#### What to produce:
When a line below holds the string "canvas", show that line.

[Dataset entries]
━━━━━━━━━━

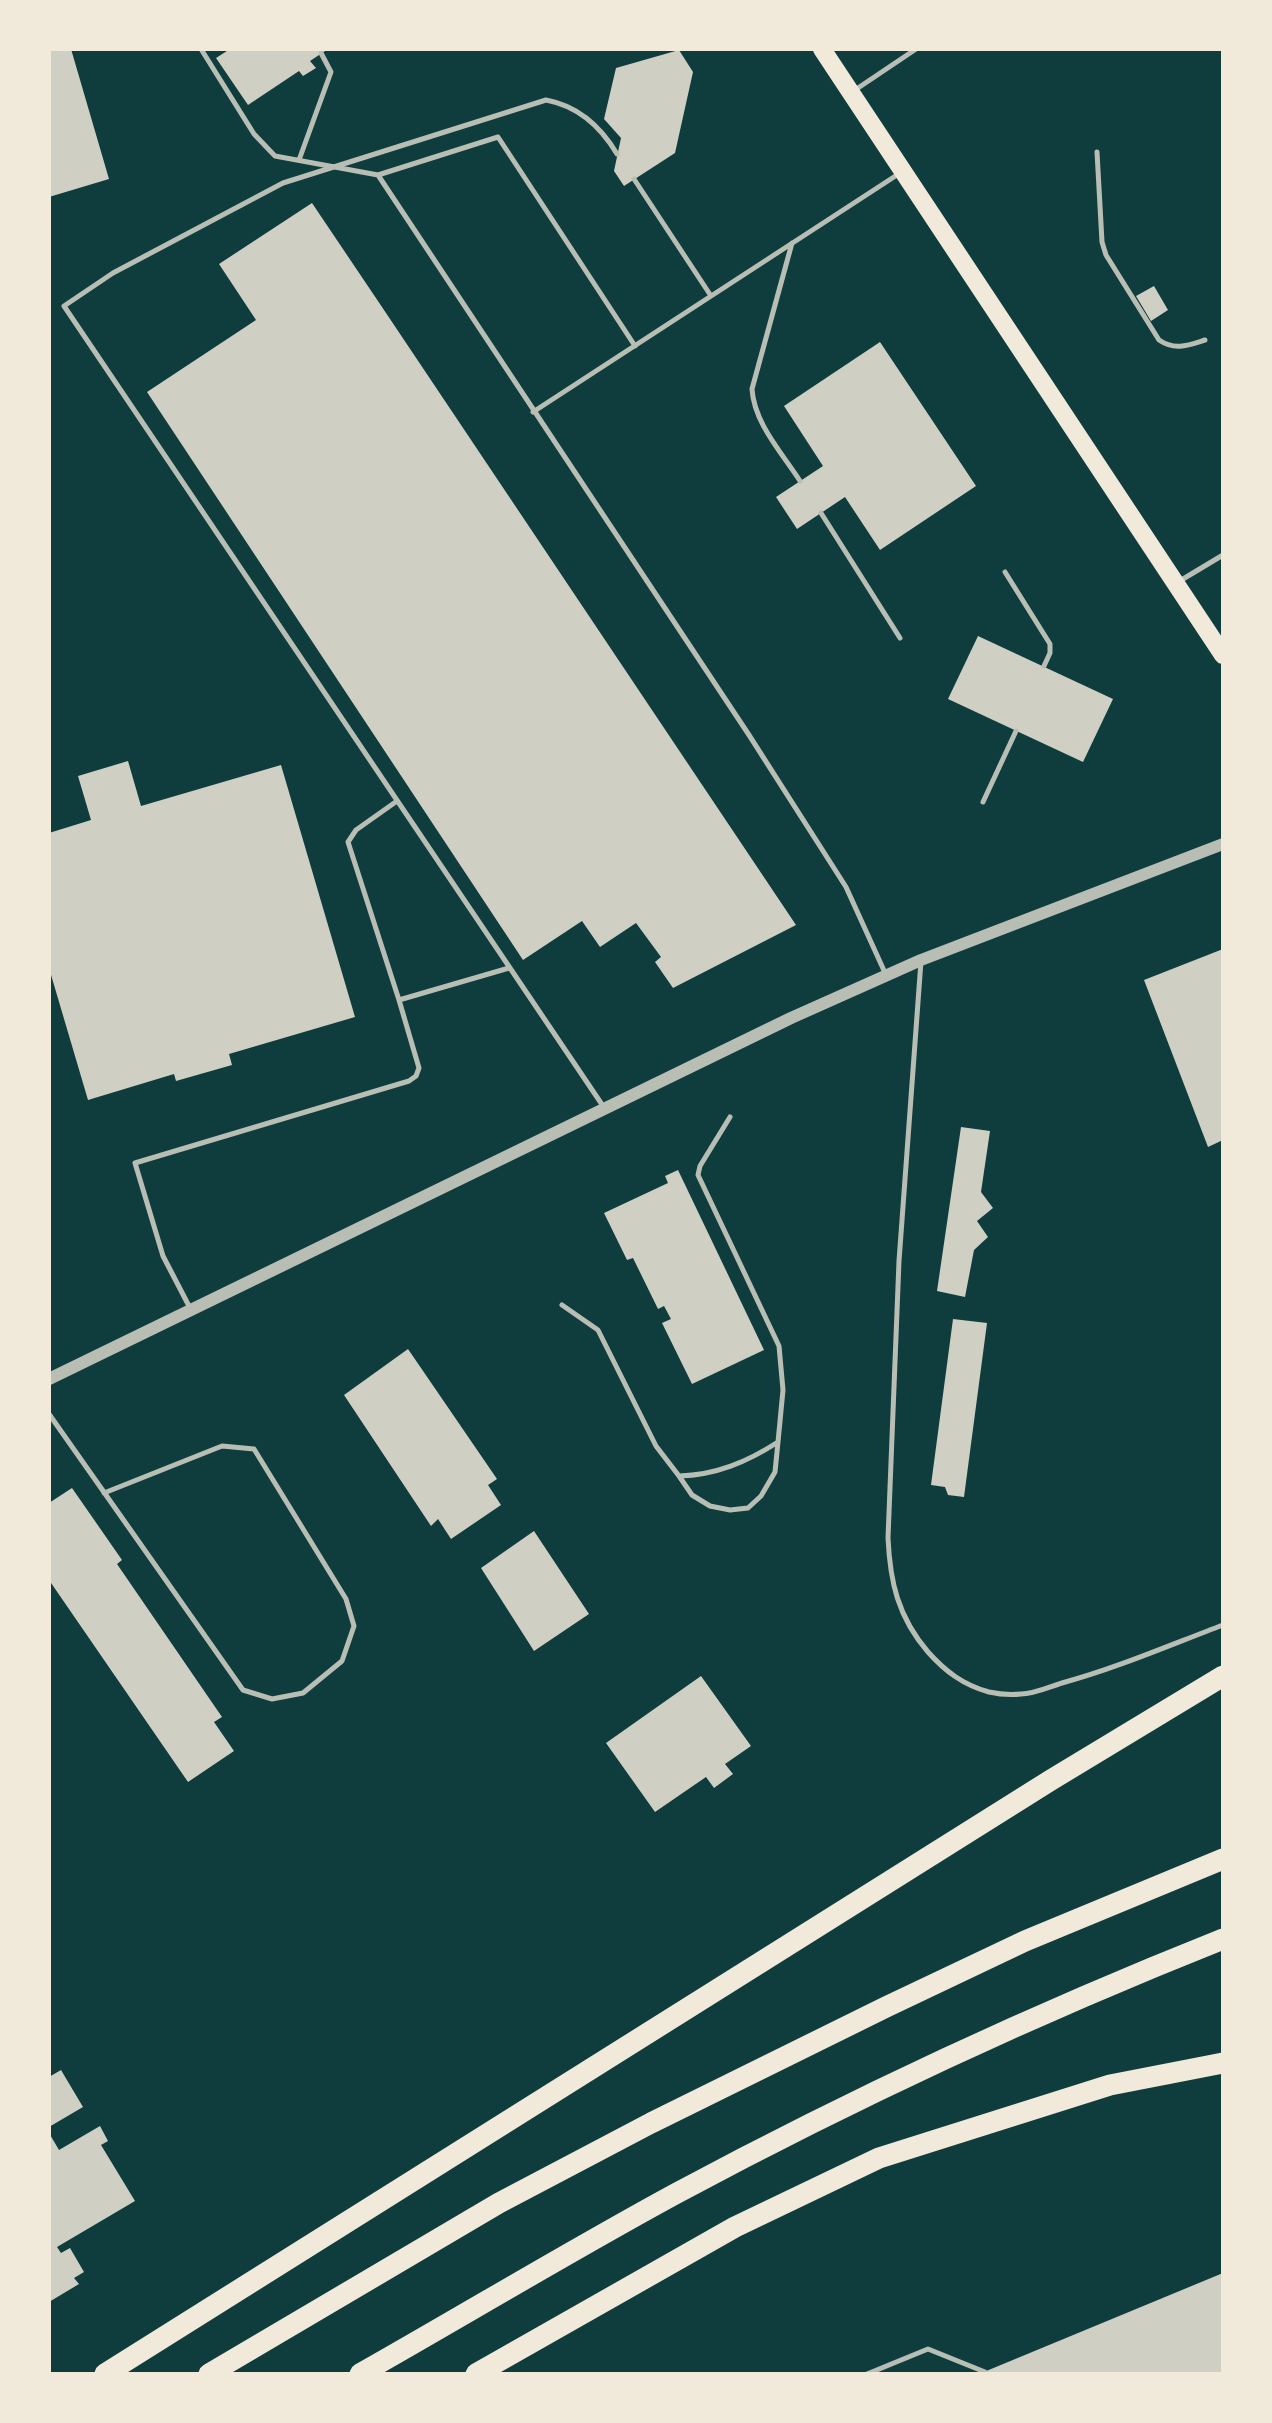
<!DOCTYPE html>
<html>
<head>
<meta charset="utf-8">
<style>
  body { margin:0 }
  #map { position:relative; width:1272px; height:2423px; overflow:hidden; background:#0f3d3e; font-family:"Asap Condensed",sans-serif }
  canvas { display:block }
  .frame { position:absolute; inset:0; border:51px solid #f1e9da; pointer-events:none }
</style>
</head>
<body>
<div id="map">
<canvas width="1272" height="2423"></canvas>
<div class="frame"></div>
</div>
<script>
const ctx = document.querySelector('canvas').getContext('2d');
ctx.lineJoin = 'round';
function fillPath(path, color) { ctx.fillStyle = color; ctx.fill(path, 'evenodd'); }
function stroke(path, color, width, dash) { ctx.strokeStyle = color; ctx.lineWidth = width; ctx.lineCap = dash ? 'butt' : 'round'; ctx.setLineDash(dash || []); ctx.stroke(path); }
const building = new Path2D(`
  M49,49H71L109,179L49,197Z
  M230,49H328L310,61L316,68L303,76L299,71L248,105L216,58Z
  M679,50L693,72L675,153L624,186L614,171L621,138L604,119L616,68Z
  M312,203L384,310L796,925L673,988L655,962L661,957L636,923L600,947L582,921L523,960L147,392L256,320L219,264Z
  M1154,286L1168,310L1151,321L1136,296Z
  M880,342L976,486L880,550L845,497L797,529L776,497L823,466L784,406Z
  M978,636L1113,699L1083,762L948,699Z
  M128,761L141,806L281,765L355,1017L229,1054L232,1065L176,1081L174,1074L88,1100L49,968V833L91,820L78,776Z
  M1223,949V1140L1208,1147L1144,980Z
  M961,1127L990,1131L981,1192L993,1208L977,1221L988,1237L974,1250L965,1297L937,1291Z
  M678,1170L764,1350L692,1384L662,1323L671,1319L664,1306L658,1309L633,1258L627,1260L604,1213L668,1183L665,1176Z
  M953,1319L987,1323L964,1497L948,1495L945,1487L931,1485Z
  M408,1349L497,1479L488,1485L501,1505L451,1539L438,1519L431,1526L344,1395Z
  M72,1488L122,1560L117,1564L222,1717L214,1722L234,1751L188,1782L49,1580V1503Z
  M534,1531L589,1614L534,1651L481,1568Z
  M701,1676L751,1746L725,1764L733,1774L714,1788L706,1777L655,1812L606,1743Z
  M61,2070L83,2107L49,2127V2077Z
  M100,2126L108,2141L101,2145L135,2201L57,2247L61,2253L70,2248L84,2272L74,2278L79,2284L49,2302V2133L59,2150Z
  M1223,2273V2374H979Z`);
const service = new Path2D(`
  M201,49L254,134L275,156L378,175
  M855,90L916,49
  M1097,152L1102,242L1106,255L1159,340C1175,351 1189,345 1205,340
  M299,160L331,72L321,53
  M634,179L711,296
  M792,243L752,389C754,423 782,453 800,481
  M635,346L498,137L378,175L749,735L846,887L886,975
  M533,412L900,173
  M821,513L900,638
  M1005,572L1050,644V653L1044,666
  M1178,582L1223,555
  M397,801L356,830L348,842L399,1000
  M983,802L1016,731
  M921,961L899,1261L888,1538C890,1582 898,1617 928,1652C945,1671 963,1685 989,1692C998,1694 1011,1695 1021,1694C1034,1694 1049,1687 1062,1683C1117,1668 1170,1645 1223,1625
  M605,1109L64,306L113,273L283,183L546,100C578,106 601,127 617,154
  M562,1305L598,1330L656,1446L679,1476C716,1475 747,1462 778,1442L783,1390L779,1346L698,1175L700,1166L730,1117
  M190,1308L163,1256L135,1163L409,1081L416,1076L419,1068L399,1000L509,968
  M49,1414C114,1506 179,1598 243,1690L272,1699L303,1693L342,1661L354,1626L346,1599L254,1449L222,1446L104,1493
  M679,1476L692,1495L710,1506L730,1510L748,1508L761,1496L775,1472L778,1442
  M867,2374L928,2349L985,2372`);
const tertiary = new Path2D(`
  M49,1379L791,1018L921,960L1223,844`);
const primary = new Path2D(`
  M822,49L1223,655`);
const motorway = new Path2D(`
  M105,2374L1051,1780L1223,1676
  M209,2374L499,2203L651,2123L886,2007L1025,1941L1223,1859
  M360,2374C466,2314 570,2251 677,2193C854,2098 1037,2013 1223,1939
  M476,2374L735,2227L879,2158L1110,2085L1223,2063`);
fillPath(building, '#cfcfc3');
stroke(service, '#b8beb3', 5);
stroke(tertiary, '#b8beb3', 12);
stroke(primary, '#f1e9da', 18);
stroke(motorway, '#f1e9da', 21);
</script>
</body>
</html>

━━━━━━━━━━

#### Your response:
  canvas { display:block }
<canvas width="1272" height="2423"></canvas>
const ctx = document.querySelector('canvas').getContext('2d');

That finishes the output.